Metric Name: PSI (vs Reference)
Description: Population Stability Index for {{feature_col}} per 5-minute bucket, against the fixed reference dataset.
Value Column: psi_against_reference
Timestamp Column: bucket
Metric Kind: Numeric

Interpreting PSI vs Fixed Reference

Common rules of thumb:

PSI < 0.1
- Little to no shift. Distribution is stable vs training.
0.1 ≤ PSI < 0.25
- Moderate shift. Monitor closely; may indicate emerging drift.
PSI ≥ 0.25
- Significant shift. Often used as a trigger for review/retraining.

Because the reference dataset is fixed, this metric is ideal for:

Regulatory/Model Risk Management reporting
Comparing production behavior to the original model design population
Long-horizon stability analysis

Optional: Categorical PSI vs Reference

For categorical features, you can use categories as “bins” instead of numeric ranges. The logic is the same; only the bin definition changes.

High-level SQL pattern (categorical):

WITH ref_dist AS (
  SELECT
    {{feature_col}} AS category,
    COUNT(*)::float AS ref_count
  FROM {{reference_dataset}}
  GROUP BY category
),

ref_norm AS (
  SELECT
    category,
    ref_count / NULLIF(SUM(ref_count) OVER (), 0) AS p_ref
  FROM ref_dist
),

cur_dist AS (
  SELECT
    time_bucket(INTERVAL '5 minutes', {{timestamp_col}}) AS bucket,
    {{feature_col}} AS category,
    COUNT(*)::float AS cur_count
  FROM {{dataset}}
  GROUP BY bucket, category
),

cur_norm AS (
  SELECT
    bucket,
    category,
    cur_count / NULLIF(SUM(cur_count) OVER (PARTITION BY bucket), 0) AS p_cur
  FROM cur_dist
),

psi_terms AS (
  SELECT
    c.bucket,
    COALESCE(c.p_cur, 0.0) AS p_cur_raw,
    COALESCE(r.p_ref, 0.0) AS p_ref_raw
  FROM cur_norm AS c
  LEFT JOIN ref_norm AS r USING (category)
),

psi_sanitized AS (
  SELECT
    bucket,
    GREATEST(p_cur_raw, 1e-6) AS p_cur,
    GREATEST(p_ref_raw, 1e-6) AS p_ref
  FROM psi_terms
)

SELECT
  bucket,
  SUM( (p_cur - p_ref) * LN(p_cur / p_ref) ) AS psi_against_reference
FROM psi_sanitized
GROUP BY bucket
ORDER BY bucket;

The arguments and reported metric configuration are analogous to the numeric case, but feature_col must be a categorical type (e.g., string).

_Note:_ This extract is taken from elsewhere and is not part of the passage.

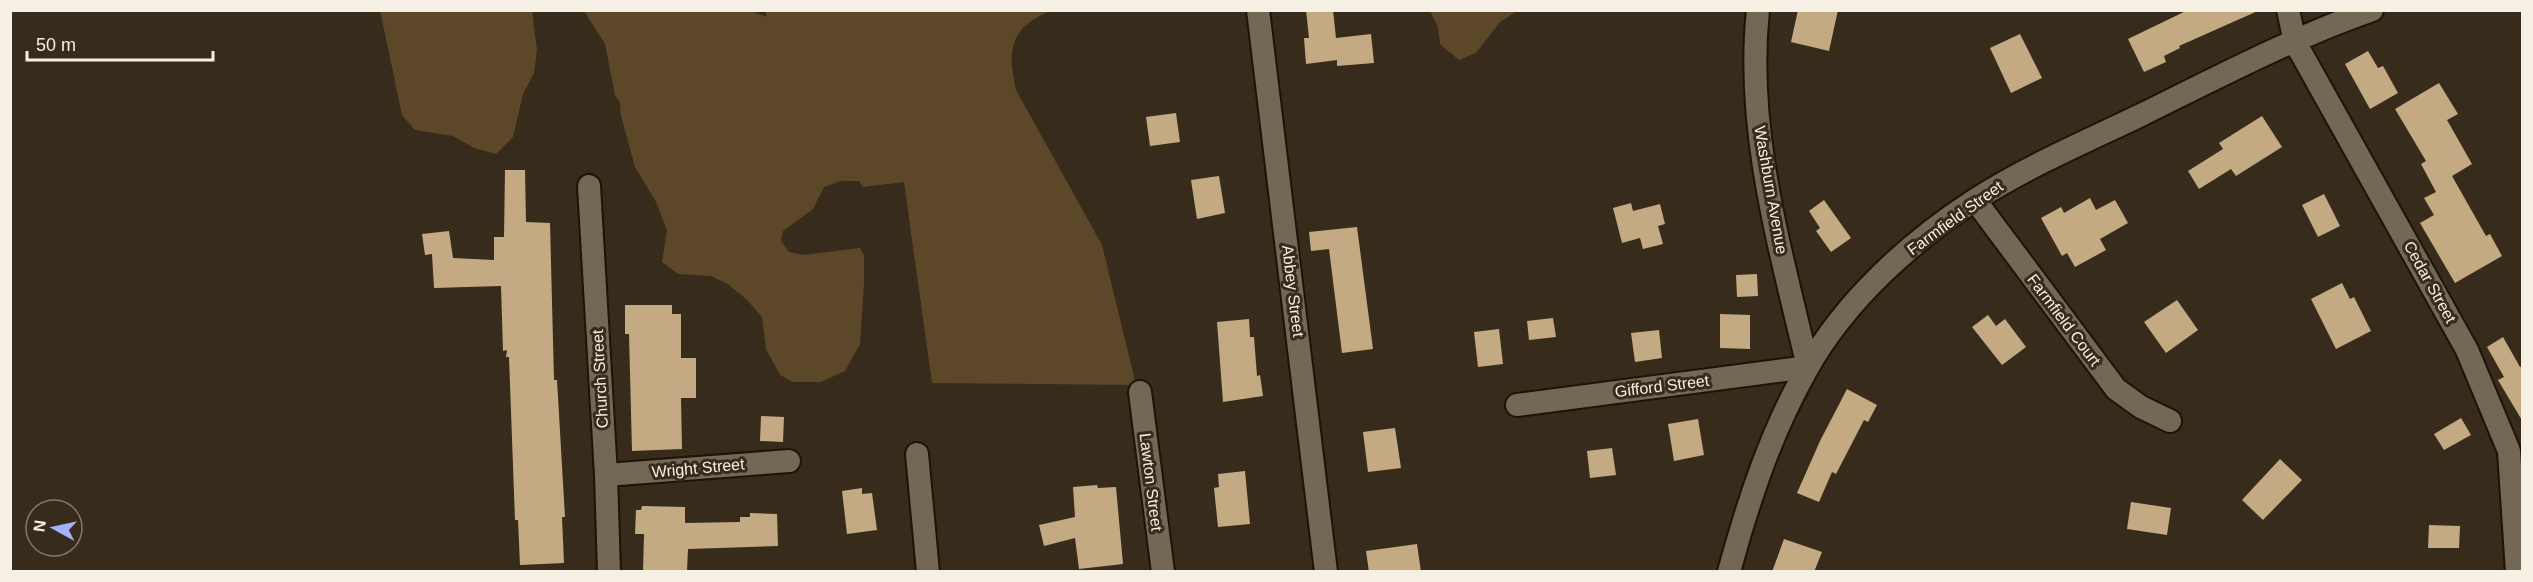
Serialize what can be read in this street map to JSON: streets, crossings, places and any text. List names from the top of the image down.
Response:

PSI vs 30-Day Rolling Baseline

Overview

The rolling PSI variant compares each 5-minute bucket to a recent 30-day window instead of a fixed dataset.

For each bucket b:

Reference = all rows from {{dataset}} with timestamp in [b - 30 days, b)
Current = rows in bucket b itself

This:

Highlights short-term changes in feature distribution
Adapts to evolving populations
Is useful for day-to-day operational monitoring

Note: This is more complex to compute than the fixed-reference version and may be more expensive for very large datasets. Treat this SQL as a pattern that you can adapt and optimize.

Step 1: Write the SQL (Numeric Feature, Rolling 30-Day Baseline)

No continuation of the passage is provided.